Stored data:
______________________________

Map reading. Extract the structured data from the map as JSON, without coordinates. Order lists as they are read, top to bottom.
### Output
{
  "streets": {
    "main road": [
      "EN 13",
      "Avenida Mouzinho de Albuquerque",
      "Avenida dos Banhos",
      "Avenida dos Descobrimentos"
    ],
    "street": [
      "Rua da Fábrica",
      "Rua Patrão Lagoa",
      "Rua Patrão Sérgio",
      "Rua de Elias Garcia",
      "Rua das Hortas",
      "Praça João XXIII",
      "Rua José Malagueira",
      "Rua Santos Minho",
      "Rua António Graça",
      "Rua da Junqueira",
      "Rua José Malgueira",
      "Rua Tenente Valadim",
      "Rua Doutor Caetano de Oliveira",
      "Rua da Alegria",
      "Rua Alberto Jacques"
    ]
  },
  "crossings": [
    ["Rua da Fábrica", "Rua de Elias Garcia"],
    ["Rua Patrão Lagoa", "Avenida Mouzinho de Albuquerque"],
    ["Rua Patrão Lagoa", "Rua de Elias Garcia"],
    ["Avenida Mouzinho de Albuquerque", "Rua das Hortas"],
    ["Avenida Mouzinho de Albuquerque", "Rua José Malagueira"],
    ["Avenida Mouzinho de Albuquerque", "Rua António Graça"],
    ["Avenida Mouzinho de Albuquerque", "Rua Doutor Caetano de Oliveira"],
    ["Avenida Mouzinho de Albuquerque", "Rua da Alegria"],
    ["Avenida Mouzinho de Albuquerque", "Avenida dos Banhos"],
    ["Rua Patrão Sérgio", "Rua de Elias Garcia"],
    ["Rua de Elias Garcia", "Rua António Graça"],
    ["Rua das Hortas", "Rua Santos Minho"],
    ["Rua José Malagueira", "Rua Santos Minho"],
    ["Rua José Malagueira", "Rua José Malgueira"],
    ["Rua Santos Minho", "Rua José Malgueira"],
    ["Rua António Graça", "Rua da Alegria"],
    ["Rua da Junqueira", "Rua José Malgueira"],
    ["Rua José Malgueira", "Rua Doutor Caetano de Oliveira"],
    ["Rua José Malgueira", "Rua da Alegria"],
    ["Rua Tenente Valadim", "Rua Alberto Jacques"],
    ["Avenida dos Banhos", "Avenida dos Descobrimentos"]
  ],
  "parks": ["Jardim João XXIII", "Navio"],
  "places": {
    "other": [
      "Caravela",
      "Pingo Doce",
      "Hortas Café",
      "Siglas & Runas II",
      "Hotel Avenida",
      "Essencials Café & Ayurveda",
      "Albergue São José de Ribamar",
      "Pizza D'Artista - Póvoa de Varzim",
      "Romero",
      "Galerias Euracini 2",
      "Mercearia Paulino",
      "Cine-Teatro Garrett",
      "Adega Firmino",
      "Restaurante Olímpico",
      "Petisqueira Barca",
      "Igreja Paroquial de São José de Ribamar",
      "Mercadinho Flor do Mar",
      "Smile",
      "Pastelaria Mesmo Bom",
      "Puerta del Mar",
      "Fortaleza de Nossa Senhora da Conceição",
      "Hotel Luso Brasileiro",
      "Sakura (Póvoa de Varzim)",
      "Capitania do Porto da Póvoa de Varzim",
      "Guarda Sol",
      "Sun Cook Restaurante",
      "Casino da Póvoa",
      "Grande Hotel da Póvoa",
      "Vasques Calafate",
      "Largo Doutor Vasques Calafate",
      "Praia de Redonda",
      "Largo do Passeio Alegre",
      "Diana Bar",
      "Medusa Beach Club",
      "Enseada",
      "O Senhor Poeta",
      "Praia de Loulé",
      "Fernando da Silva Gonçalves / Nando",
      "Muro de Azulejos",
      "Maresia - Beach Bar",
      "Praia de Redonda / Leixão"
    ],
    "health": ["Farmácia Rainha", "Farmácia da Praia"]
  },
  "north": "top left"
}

______________________________

**Your goal**
Copy every line in the entries above that has the string "Tenente" in it.

**Result of the exercise**
      "Rua Tenente Valadim",
    ["Rua Tenente Valadim", "Rua Alberto Jacques"],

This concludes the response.